## TASK
Your output should be the lines of the entries below, exactly, from the first one through the line that holds "Parse the map".

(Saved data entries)

[Start of Attachment]

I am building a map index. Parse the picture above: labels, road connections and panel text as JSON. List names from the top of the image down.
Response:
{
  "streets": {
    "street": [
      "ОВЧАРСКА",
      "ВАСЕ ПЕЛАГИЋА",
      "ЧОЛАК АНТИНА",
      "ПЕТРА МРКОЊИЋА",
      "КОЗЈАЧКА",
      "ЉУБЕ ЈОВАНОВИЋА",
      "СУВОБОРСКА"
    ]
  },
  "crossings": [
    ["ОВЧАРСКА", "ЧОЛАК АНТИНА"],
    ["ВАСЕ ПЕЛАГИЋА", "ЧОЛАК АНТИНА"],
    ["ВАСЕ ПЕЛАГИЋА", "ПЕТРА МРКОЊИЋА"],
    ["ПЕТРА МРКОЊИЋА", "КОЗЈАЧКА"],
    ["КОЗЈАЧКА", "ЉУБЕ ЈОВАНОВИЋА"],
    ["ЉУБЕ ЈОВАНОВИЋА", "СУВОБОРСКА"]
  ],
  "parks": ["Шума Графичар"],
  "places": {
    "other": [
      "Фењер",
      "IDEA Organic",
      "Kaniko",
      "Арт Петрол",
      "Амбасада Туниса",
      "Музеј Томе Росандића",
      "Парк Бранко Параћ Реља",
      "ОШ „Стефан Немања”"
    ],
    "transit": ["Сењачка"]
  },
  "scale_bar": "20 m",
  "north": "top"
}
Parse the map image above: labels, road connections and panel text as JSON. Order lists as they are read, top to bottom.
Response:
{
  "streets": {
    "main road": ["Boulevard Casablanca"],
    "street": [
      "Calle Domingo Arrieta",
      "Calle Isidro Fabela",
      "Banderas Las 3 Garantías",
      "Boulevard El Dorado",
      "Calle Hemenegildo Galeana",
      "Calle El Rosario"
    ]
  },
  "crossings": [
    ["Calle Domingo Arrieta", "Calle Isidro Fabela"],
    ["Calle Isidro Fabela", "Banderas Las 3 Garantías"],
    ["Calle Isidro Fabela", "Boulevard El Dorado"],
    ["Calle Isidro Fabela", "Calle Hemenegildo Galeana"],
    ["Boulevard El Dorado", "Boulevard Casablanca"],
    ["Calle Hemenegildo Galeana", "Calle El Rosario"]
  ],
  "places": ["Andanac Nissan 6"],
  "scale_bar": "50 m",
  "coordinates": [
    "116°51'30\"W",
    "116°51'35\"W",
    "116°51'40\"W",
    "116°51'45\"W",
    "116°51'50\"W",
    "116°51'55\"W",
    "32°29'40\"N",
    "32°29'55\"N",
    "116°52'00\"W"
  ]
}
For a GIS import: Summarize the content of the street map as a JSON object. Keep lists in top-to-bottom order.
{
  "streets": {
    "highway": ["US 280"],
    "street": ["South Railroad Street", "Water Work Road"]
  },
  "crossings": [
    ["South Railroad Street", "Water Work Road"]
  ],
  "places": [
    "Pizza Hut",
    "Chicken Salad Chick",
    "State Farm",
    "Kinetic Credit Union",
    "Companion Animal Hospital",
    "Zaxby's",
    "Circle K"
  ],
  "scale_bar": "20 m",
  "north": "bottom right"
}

[End of Attachment]

## RESPONSE BELOW
I am building a map index. Parse the picture above: labels, road connections and panel text as JSON. List names from the top of the image down.
Response:
{
  "streets": {
    "street": [
      "ОВЧАРСКА",
      "ВАСЕ ПЕЛАГИЋА",
      "ЧОЛАК АНТИНА",
      "ПЕТРА МРКОЊИЋА",
      "КОЗЈАЧКА",
      "ЉУБЕ ЈОВАНОВИЋА",
      "СУВОБОРСКА"
    ]
  },
  "crossings": [
    ["ОВЧАРСКА", "ЧОЛАК АНТИНА"],
    ["ВАСЕ ПЕЛАГИЋА", "ЧОЛАК АНТИНА"],
    ["ВАСЕ ПЕЛАГИЋА", "ПЕТРА МРКОЊИЋА"],
    ["ПЕТРА МРКОЊИЋА", "КОЗЈАЧКА"],
    ["КОЗЈАЧКА", "ЉУБЕ ЈОВАНОВИЋА"],
    ["ЉУБЕ ЈОВАНОВИЋА", "СУВОБОРСКА"]
  ],
  "parks": ["Шума Графичар"],
  "places": {
    "other": [
      "Фењер",
      "IDEA Organic",
      "Kaniko",
      "Арт Петрол",
      "Амбасада Туниса",
      "Музеј Томе Росандића",
      "Парк Бранко Параћ Реља",
      "ОШ „Стефан Немања”"
    ],
    "transit": ["Сењачка"]
  },
  "scale_bar": "20 m",
  "north": "top"
}
Parse the map image above: labels, road connections and panel text as JSON. Order lists as they are read, top to bottom.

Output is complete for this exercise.